Buyers understand they can shop for themselves. In PURE’s business, the trusted advisor that members work with to satisfy their complicated risk management needs is a critical part of the business and the insurer values those brokers tremendously, explains Tainsky.

“Our brokers provide tremendous value to our members. Thanks to the consumerization of the auto end of the market, where you can get a quote in 15 minutes, there has been a big need to add automation and speed in working with P&C carriers.” 

Lucker won’t concede that a retail or online company will enter the insurance market in the near future, but he does believe it is a significant threat. The opportunity is there for a business to become the consumer portal for insurance.

“The question becomes, does the traditional business model of going through agents or buying direct need to be maintained or is there some type of e-commerce site where we normally buy other things and we can buy insurance there,” he says. “I for one am always looking for simplification in my life. I like that I can buy my cable TV, telephone, and Internet service from one company.”

“There are all sorts of things people could enjoy by simplifying things through one provider and I see no reason why insurance should be any different,” Lucker adds. “Some of the e-commerce companies are drowning in cash, but are they prepared to acquire an insurance company and invest that kind of money? Or, are they prepared to incur the capital requirements necessary to start an insurance company? Is that the best possible way for them to deploy capital?”

Lucker seems certain outsiders are thinking about it because it’s nice to sell something everybody has to buy. But is it viable to sell a commodity just because they have a better distribution system?

“Is that the benchmark their shareholders will be happy with?” he asks. “If you look at the stock performance of those e-commerce companies, they have significantly out-performed P&C insurance companies, so it’s not as gloomy as some think from the perspective of the P&C industry.”

The Future

With the incredible growth that PURE has achieved, staff members are constantly being added and Tainsky points out this can bring about a cultural challenge for companies that aren’t careful.

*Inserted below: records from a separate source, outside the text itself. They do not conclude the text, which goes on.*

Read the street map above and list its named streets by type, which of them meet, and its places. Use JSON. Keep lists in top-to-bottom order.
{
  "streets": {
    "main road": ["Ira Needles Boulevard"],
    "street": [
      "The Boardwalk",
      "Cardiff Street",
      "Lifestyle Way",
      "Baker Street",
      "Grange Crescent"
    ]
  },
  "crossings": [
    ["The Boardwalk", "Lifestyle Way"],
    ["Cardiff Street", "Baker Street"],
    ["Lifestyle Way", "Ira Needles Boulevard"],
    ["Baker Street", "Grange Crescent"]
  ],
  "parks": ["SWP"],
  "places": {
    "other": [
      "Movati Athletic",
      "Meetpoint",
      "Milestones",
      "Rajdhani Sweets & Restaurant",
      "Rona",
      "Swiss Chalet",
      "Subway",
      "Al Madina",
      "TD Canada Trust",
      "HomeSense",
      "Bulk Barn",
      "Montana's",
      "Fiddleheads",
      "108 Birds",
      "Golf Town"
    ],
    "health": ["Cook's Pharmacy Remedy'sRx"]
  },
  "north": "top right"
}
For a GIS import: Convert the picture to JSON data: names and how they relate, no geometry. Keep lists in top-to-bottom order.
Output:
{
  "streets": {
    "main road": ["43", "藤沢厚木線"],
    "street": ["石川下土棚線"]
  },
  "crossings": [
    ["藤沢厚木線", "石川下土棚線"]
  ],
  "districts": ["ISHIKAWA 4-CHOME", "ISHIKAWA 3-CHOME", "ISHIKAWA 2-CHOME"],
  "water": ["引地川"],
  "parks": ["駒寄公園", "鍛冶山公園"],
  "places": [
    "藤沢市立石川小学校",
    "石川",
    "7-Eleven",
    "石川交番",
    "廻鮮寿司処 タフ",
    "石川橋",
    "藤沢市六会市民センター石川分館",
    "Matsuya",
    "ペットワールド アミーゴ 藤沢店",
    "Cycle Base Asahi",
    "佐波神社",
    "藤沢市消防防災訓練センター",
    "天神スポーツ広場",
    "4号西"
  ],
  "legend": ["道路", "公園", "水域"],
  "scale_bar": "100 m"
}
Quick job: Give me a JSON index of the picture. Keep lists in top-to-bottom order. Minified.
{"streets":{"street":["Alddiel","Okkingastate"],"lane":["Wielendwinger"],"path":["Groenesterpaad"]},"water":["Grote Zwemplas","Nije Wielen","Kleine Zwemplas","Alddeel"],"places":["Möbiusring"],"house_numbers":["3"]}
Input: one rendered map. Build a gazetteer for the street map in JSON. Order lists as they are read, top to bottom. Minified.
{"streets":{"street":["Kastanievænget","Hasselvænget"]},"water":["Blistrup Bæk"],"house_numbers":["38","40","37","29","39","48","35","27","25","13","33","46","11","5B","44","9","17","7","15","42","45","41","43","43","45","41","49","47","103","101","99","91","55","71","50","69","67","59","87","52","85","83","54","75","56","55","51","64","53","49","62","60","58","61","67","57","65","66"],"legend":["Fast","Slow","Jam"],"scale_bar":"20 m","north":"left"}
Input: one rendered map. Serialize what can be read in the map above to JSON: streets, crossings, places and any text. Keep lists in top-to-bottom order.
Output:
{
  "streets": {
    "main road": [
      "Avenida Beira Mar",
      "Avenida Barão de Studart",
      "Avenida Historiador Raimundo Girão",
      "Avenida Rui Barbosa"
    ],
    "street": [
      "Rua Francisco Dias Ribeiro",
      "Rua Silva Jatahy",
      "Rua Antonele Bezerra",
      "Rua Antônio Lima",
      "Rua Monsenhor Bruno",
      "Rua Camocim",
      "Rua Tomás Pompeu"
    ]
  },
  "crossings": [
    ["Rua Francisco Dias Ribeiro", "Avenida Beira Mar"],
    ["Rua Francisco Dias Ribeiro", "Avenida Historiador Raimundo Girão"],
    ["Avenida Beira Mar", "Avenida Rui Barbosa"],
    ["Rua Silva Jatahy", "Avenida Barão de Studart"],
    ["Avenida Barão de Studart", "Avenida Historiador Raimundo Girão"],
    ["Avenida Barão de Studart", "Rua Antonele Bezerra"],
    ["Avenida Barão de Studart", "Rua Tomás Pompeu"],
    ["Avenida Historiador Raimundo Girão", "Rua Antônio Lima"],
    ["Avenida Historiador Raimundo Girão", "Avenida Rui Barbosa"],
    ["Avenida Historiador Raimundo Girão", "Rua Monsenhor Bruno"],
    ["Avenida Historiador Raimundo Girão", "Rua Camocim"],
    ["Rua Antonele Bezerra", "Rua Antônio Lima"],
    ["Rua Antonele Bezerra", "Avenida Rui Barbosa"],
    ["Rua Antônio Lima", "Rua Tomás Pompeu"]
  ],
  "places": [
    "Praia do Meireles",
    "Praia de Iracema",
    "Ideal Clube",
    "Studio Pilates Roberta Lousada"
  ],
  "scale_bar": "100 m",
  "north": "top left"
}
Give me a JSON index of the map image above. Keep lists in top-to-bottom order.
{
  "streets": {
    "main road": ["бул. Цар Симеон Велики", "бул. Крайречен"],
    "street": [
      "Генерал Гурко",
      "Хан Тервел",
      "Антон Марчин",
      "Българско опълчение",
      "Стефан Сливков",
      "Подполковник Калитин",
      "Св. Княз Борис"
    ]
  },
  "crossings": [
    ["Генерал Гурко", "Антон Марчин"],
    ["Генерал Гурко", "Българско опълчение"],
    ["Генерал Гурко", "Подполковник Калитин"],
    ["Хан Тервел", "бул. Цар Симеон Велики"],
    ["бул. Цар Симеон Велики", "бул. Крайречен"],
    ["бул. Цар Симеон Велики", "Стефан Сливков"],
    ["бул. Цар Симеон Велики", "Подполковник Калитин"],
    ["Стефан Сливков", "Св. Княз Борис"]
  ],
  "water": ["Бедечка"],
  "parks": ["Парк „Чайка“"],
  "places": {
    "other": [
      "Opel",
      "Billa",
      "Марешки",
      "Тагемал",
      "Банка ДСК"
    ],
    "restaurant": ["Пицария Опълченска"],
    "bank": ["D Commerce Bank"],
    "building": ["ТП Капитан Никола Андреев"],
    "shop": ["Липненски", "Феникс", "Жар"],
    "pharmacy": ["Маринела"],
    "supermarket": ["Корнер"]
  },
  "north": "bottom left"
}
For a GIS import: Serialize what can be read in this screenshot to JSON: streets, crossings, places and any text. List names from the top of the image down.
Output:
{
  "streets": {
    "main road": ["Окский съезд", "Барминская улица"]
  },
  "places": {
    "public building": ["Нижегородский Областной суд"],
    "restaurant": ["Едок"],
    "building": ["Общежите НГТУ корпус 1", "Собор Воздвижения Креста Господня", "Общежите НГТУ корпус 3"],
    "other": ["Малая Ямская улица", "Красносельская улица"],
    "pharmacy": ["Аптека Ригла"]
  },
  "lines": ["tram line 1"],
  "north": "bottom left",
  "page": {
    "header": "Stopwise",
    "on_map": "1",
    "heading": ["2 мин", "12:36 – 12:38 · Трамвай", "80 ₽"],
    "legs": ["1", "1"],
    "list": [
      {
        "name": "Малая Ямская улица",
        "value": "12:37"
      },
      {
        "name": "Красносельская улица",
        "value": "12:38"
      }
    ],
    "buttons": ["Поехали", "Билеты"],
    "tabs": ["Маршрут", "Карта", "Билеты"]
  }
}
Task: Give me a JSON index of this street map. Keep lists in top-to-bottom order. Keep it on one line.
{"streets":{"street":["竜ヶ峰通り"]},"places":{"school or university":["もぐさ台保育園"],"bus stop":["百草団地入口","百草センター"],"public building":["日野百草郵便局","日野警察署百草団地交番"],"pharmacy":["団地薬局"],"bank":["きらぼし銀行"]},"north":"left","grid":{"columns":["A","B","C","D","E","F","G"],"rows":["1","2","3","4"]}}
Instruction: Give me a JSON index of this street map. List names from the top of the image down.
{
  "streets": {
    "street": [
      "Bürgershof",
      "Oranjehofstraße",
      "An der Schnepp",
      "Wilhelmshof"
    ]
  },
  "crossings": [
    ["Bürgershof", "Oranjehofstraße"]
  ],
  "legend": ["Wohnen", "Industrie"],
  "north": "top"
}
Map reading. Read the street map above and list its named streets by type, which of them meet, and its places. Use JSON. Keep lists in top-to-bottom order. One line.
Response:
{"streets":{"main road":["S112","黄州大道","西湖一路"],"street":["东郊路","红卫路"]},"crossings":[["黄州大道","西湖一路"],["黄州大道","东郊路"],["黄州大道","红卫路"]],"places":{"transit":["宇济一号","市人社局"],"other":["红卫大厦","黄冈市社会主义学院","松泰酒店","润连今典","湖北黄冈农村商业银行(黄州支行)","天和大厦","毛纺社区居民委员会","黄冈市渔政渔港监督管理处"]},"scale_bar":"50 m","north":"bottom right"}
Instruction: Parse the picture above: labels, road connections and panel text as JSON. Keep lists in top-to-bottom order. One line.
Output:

“We want to make sure the entrepreneurial spirit and the focus on empathy for our members continues,” he says. “We put new people through emotional intelligence training so they can understand what the person on the other end of the phone is feeling. That component makes us different and we believe special. We continue to make sure every opportunity we have to work with a member is exceptional and empower our employees to be creative in crafting solutions for them.”

PURE also looks internally to figure out how to get better each day and that takes great focus.

“Unless you focus on innovation and on the needs of your customers you have the possibility of not continuing down that road,” says Tainsky. “So we focus on that every day to make sure our culture stays as strong as it is. When you believe in these things and it is a true mission of what you want to do, it becomes inherent in your staff. It is amazing the level of empathy these people have. Not just because they’ve been trained or they are reminded to do it, but because that’s the way they are wired. We focus our hiring efforts on people that can keep insurance human.”